I have been reading Marge Piercy's book of poems, My Mother's Body

Divided into four sections Piercy's book begins with the moment of her mother's death, follows along her grieving process, and ends with the awareness of how her mother lives on in Piercy herself. 
Born in 1936, Marge Piercy, a prolific writer and social critic, has bravely chronicled her personal experiences growing up female, poor and Jewish in anti-Semitic Detroit during the era when urban industrial development forged a brutal gap between poor immigrant laborers and wealthy capitalist entrepreneurs. Strongly political, her art is associated with themes of social, gender and economic inequity. Her work stand as a sober voice critiquing the politics of oppression and disenfranchisement.
What can be learned from examining the structure of poems that might be useful to me in developing my work? 

In my own visual work on memory and family I have chosen to deconstruct and reconfigure family snapshots to suggest the process of recollection and remembrance. At the time of reading Piercy's poems I had been working on the image She Wasn't Sure What To Believe. Looking at the five pieces I wanted to combine, I thought of poetry and how words, spaces and punctuation are strung together to create vivid images. Empty spaces, formed by the breaking of sentences across a line or section emphasized words important to the illusion and controlled the pace of reading. The formal phrasing of the poems lines interspersed with empty space across stanzas, wrenched me from my readers mind and sent me directly to a place of deeper feeling. Meaning is revealed through the dangling of a word left at the end of a line; raw exposure, offering up a thought made vulnerable through its placement.
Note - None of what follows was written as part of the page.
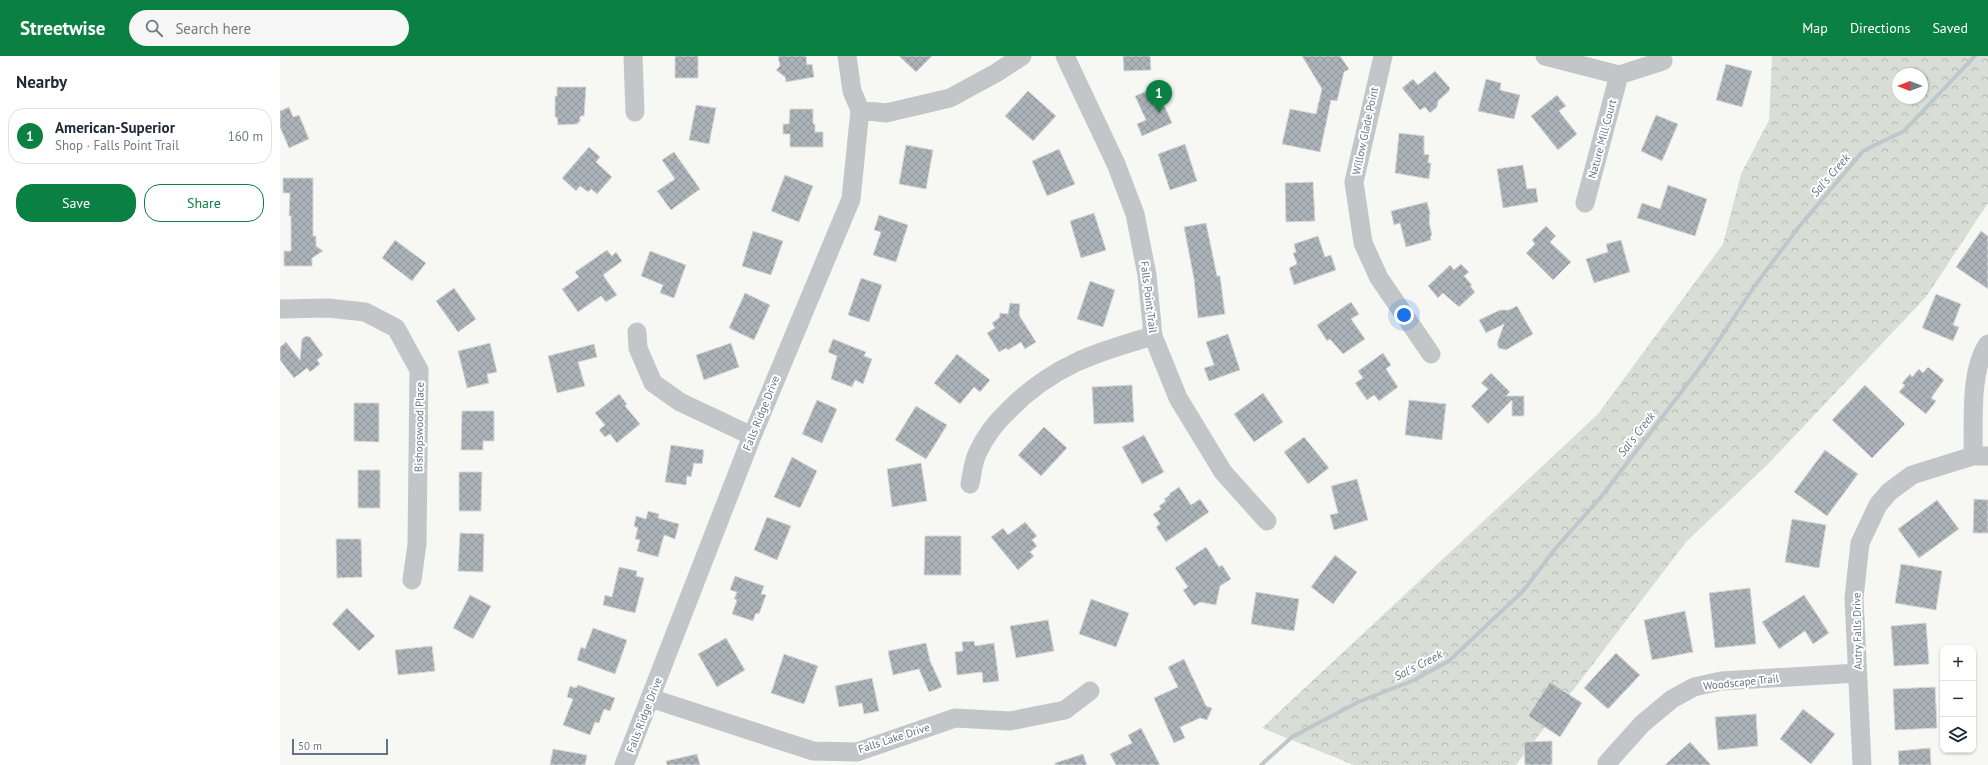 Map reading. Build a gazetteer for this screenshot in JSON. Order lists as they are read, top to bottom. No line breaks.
{"streets":{"street":["Willow Glade Point","Nature Mill Court","Falls Point Trail","Falls Ridge Drive","Bishopswood Place","Autry Falls Drive","Woodscape Trail","Falls Lake Drive"]},"crossings":[["Falls Ridge Drive","Falls Lake Drive"],["Autry Falls Drive","Woodscape Trail"]],"water":["Sal's Creek"],"scale_bar":"50 m","north":"left","page":{"header":"Streetwise","search":"Search here","nav":["Map","Directions","Saved"],"heading":"Nearby","pins":"1","list":[{"mark":"1","name":"American-Superior","note":"Shop · Falls Point Trail","value":"160 m"}],"buttons":["Save","Share"],"map_buttons":["+","−"],"scale":"50 m"}} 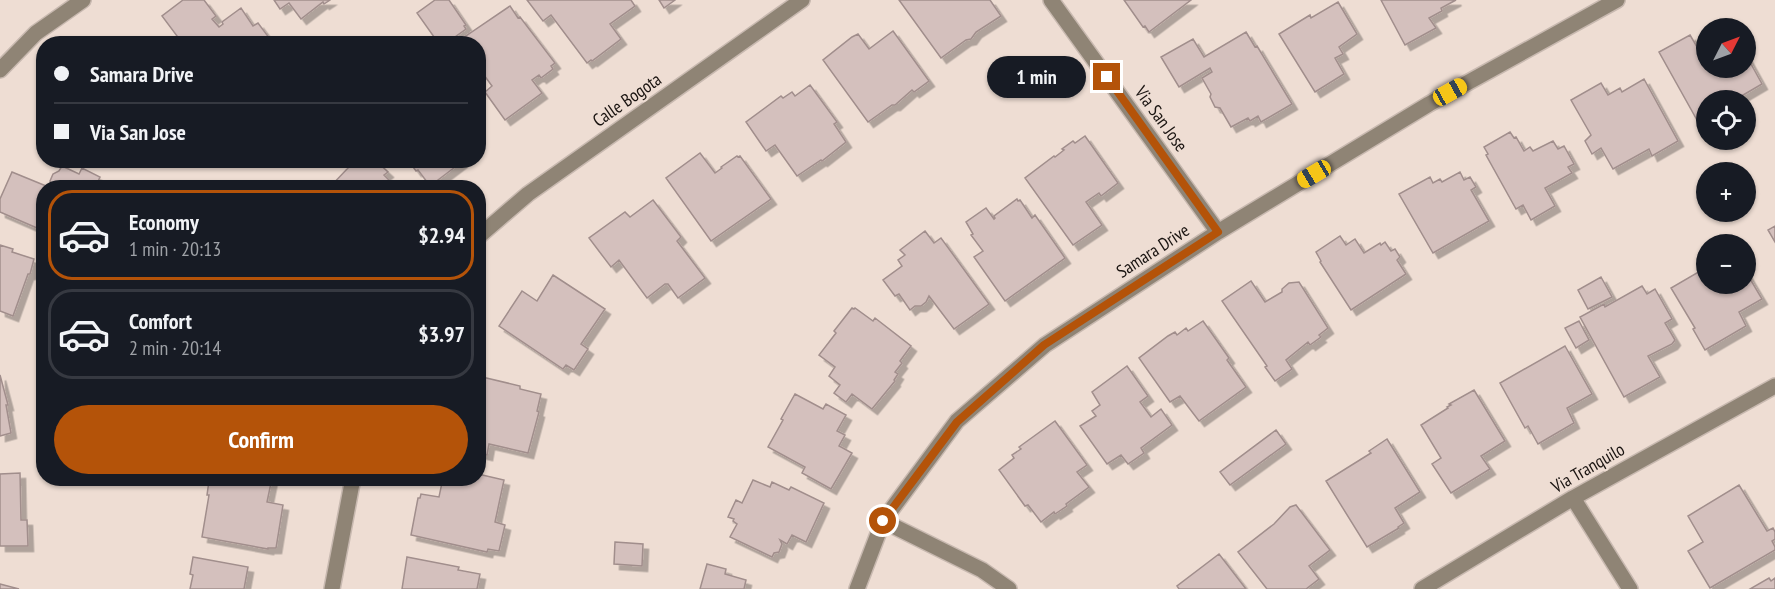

Returning to my own piece I decided to re-crop and print one of the photo sections to give a field of solid color, my own empty space, a dangling thought, to emphasize the images of the figures in the last two panels. I realized that to create an image that implies a narrative that is both ambiguous and recognizable, the final collage must include well considered empty spaces of color and limited detail, combined with sections of clear subject. Through spacing and juxtaposition I can control (as much as is possible to control in a two-dimensional image), the pacing of viewing which affects the level of identification and heart feltness in the viewer.